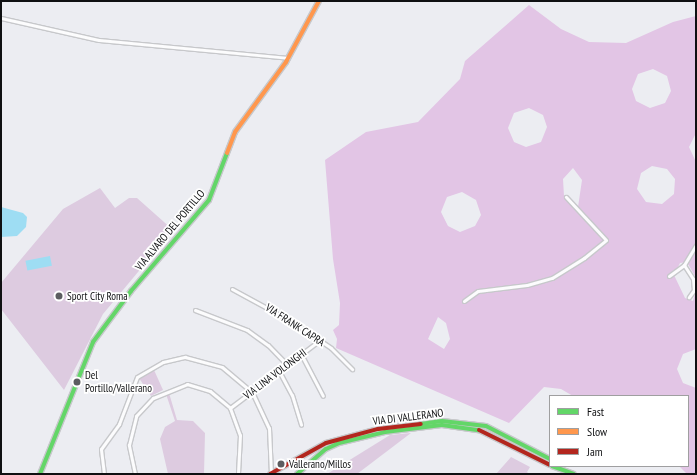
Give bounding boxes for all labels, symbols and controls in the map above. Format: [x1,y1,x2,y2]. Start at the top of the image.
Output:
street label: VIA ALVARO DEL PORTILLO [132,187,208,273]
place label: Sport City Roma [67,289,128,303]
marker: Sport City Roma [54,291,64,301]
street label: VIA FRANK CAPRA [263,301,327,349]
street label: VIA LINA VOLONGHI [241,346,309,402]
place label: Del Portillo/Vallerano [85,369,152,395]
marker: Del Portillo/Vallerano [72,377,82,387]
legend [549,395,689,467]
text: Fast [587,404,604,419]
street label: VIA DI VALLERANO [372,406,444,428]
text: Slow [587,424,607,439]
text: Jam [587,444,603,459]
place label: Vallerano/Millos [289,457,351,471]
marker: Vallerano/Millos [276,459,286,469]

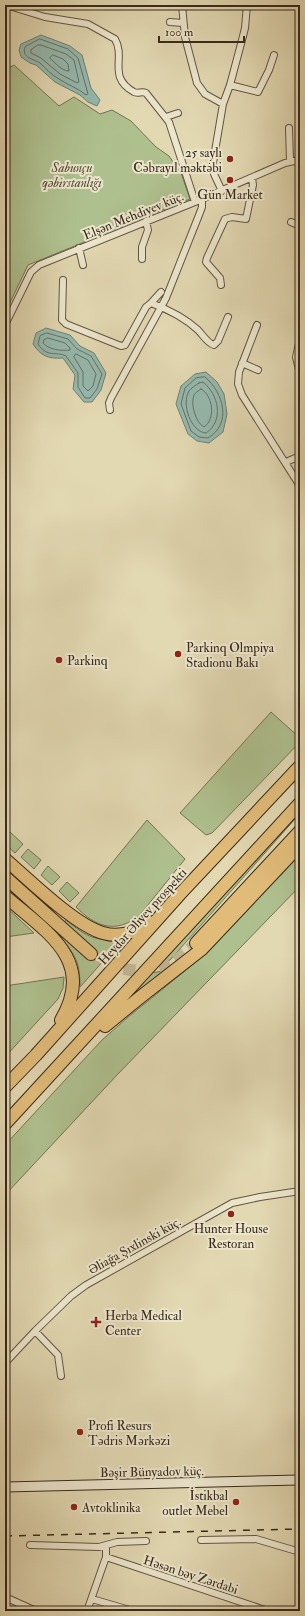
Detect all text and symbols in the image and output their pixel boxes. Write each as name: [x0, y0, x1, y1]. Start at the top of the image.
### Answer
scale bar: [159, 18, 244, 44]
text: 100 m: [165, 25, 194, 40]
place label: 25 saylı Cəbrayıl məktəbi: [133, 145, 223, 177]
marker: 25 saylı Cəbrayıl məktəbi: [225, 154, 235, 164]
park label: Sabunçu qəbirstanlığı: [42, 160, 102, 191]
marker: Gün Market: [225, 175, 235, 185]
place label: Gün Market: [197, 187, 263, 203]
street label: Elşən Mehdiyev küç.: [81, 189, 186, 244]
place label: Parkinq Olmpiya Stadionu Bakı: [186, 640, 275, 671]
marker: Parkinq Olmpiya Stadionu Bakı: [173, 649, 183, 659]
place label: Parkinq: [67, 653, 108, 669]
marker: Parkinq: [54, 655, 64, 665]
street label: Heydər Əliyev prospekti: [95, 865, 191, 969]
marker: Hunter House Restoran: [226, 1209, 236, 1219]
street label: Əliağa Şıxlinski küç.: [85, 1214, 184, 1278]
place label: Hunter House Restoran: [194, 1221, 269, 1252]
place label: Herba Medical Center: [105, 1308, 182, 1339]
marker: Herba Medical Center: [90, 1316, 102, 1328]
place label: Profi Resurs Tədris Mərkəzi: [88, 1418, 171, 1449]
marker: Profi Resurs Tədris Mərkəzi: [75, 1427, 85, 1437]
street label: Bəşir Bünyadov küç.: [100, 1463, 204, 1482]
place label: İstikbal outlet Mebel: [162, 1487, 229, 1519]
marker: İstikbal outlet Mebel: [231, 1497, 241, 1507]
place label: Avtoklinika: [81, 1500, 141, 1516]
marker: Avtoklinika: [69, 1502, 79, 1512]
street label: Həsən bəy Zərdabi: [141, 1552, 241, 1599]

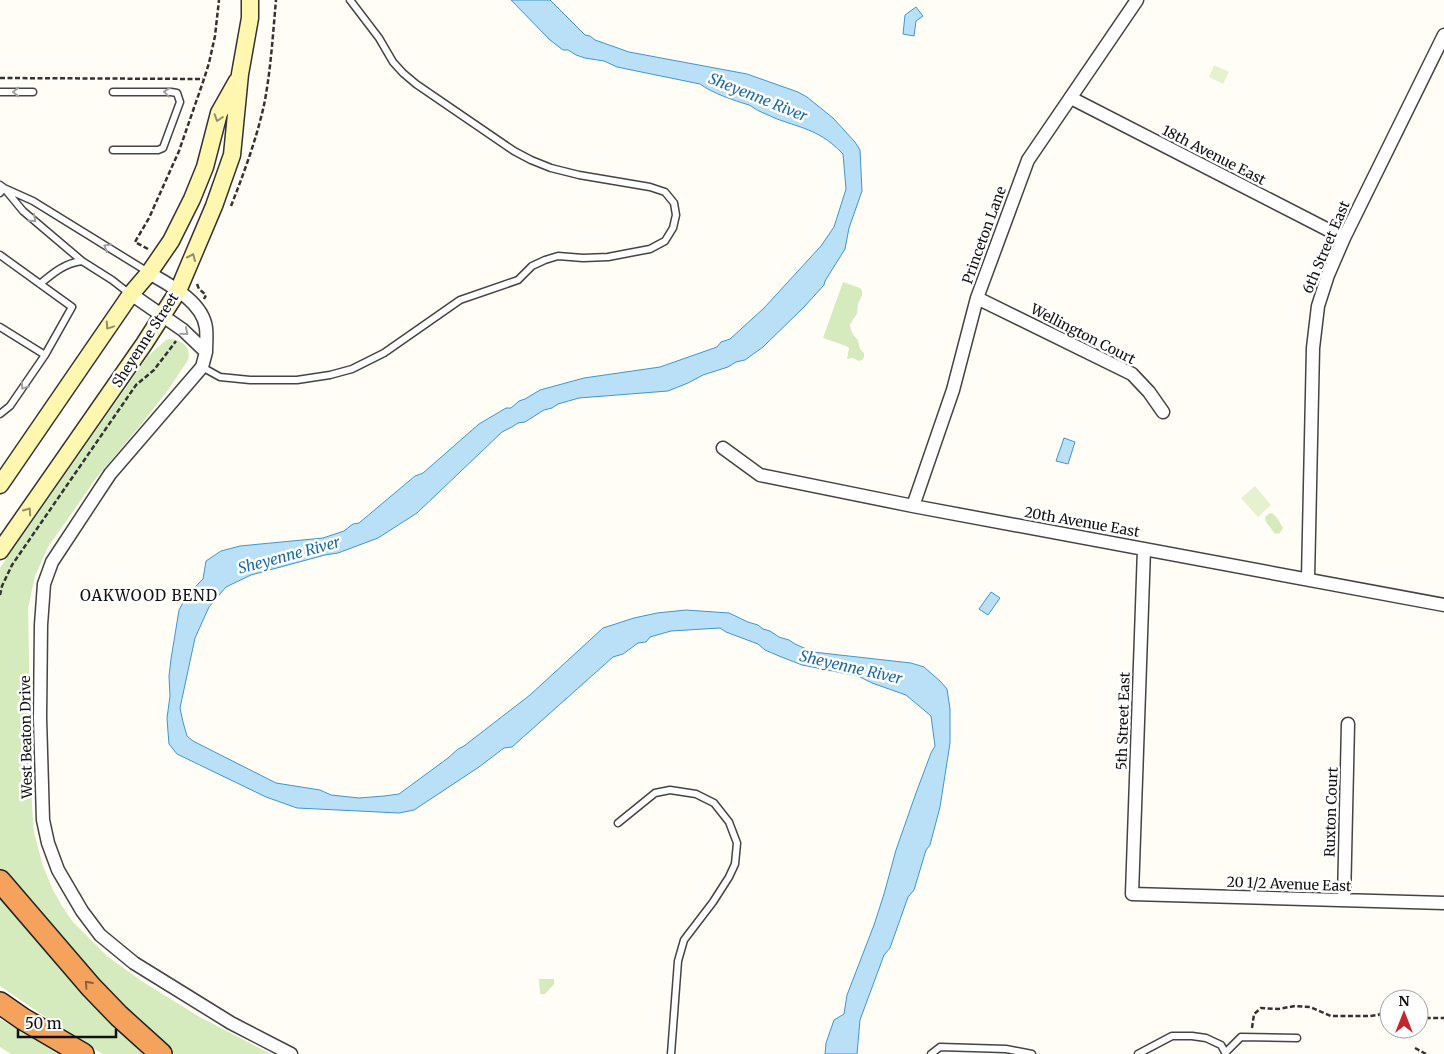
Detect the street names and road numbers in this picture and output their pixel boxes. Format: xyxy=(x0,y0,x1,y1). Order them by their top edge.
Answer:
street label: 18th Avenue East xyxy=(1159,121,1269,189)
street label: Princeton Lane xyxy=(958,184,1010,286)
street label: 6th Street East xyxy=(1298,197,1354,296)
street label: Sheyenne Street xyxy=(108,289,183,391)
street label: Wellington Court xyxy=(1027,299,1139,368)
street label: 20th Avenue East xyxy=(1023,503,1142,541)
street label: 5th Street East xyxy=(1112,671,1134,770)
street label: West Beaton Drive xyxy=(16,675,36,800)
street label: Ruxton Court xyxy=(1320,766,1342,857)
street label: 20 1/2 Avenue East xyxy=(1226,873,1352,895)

********************

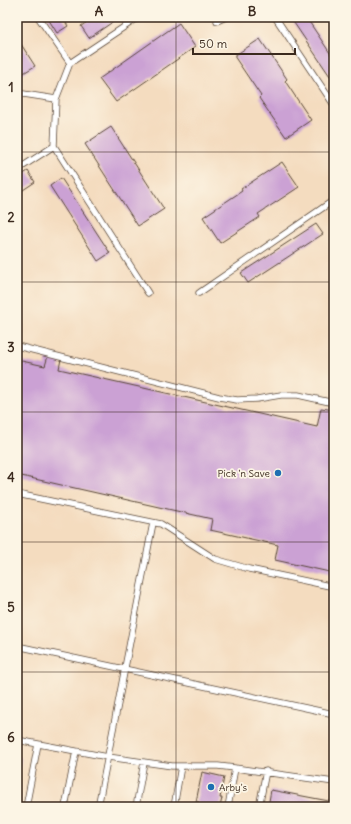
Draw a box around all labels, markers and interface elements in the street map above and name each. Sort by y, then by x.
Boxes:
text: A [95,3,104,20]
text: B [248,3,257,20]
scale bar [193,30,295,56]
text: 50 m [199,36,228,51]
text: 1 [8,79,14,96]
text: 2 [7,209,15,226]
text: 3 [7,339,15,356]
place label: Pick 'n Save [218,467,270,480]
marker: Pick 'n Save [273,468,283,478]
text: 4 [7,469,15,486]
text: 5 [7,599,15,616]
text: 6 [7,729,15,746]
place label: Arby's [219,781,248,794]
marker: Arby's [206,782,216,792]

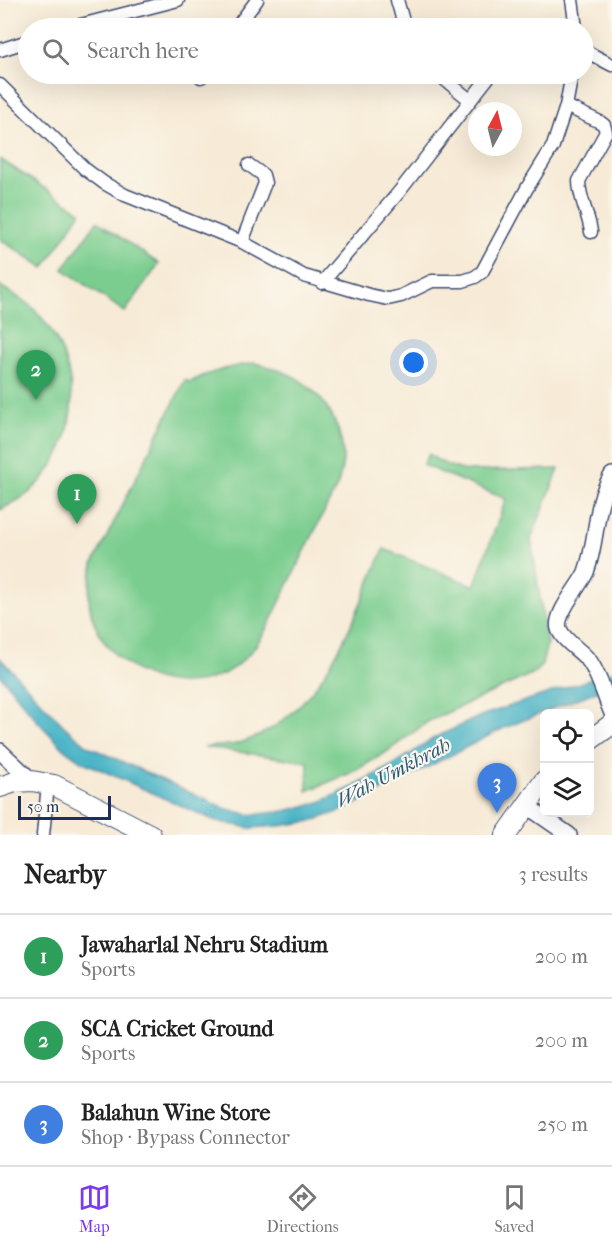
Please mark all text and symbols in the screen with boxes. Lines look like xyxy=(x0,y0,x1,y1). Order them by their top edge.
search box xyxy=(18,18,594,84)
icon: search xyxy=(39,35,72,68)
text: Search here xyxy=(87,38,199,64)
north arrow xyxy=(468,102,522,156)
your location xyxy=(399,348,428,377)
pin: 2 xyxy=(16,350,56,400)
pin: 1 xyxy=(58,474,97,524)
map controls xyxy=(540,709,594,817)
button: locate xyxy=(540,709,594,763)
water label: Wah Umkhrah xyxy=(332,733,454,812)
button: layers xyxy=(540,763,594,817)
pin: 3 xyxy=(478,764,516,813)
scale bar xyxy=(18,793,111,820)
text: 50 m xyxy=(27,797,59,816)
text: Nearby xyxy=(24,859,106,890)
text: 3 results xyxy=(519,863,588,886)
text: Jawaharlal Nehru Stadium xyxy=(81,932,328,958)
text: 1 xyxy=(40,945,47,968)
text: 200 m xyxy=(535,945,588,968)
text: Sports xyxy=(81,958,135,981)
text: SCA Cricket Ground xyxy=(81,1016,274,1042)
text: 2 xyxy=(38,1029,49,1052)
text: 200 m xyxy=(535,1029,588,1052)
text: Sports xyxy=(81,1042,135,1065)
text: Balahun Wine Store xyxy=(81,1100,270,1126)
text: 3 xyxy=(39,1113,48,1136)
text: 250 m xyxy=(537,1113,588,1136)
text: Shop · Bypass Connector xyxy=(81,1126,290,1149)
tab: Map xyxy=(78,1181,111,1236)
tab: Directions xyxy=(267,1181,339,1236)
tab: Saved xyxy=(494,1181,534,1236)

********************

§ **What to produce**
Copy all lines of the material above where the string "Start" occurs.

§ **Solved problem**
Give bounding boxes for all labels, symbols and controls in the map above. Format: [x1,y1,x2,y2]. Start at the top of the image.
Detect all text and symbols in the image and output their pixel boxes. Write each as name: [x0, y0, x1, y1]. Start at the top of the image.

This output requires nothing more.